:: What is expected ::
Each line below must be transcribed exactly, and no picture may appear in the transcription.

:: Stored data ::
++++++
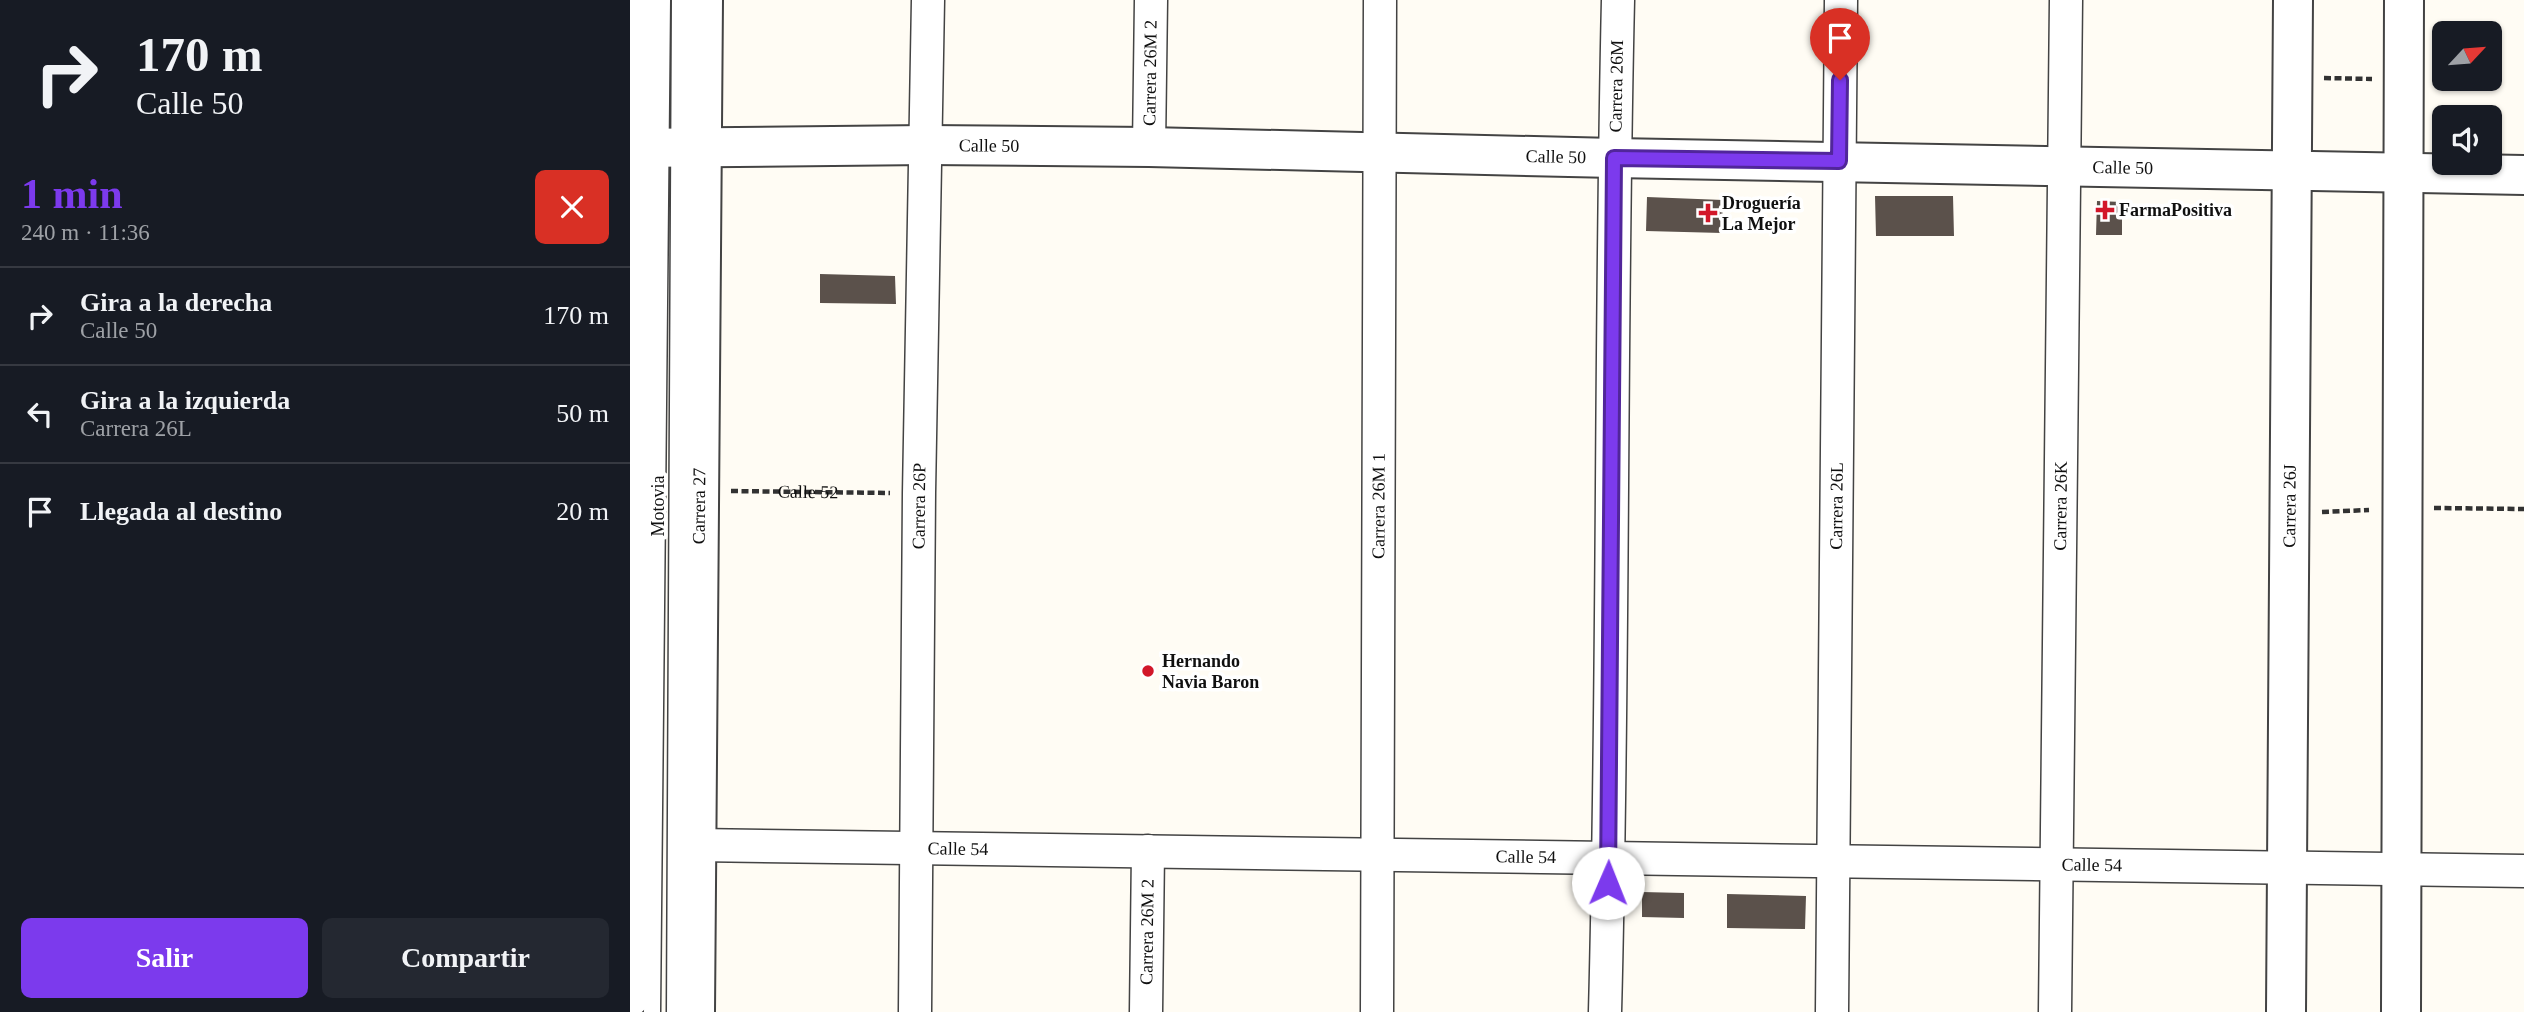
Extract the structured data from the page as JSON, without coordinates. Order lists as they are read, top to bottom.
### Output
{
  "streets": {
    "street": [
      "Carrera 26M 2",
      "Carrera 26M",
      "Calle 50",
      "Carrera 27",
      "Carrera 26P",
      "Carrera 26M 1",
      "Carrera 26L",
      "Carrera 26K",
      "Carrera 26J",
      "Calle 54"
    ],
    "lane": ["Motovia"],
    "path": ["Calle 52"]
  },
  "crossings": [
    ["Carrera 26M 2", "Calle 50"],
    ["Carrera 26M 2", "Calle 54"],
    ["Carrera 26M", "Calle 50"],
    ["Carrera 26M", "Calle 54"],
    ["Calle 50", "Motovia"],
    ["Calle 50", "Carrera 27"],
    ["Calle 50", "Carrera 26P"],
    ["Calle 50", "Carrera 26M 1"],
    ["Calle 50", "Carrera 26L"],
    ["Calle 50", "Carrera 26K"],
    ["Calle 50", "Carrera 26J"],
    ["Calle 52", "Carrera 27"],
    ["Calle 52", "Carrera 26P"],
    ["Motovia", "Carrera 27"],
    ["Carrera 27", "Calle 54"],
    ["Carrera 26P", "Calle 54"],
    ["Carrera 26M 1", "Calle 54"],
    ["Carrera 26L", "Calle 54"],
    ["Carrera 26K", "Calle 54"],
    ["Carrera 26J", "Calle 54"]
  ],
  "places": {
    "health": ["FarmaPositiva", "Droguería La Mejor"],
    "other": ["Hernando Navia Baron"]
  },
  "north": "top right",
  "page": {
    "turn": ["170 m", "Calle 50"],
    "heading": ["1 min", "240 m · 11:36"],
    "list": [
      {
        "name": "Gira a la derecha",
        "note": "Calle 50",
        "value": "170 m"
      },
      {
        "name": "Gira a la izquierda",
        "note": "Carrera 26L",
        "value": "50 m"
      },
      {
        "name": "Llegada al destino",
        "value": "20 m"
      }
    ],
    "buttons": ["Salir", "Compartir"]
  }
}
++++++
:: Answer to this exercise ::
Extract the structured data from the page as JSON, without coordinates. Order lists as they are read, top to bottom.
### Output
{
  "streets": {
    "street": [
      "Carrera 26M 2",
      "Carrera 26M",
      "Calle 50",
      "Carrera 27",
      "Carrera 26P",
      "Carrera 26M 1",
      "Carrera 26L",
      "Carrera 26K",
      "Carrera 26J",
      "Calle 54"
    ],
    "lane": ["Motovia"],
    "path": ["Calle 52"]
  },
  "crossings": [
    ["Carrera 26M 2", "Calle 50"],
    ["Carrera 26M 2", "Calle 54"],
    ["Carrera 26M", "Calle 50"],
    ["Carrera 26M", "Calle 54"],
    ["Calle 50", "Motovia"],
    ["Calle 50", "Carrera 27"],
    ["Calle 50", "Carrera 26P"],
    ["Calle 50", "Carrera 26M 1"],
    ["Calle 50", "Carrera 26L"],
    ["Calle 50", "Carrera 26K"],
    ["Calle 50", "Carrera 26J"],
    ["Calle 52", "Carrera 27"],
    ["Calle 52", "Carrera 26P"],
    ["Motovia", "Carrera 27"],
    ["Carrera 27", "Calle 54"],
    ["Carrera 26P", "Calle 54"],
    ["Carrera 26M 1", "Calle 54"],
    ["Carrera 26L", "Calle 54"],
    ["Carrera 26K", "Calle 54"],
    ["Carrera 26J", "Calle 54"]
  ],
  "places": {
    "health": ["FarmaPositiva", "Droguería La Mejor"],
    "other": ["Hernando Navia Baron"]
  },
  "north": "top right",
  "page": {
    "turn": ["170 m", "Calle 50"],
    "heading": ["1 min", "240 m · 11:36"],
    "list": [
      {
        "name": "Gira a la derecha",
        "note": "Calle 50",
        "value": "170 m"
      },
      {
        "name": "Gira a la izquierda",
        "note": "Carrera 26L",
        "value": "50 m"
      },
      {
        "name": "Llegada al destino",
        "value": "20 m"
      }
    ],
    "buttons": ["Salir", "Compartir"]
  }
}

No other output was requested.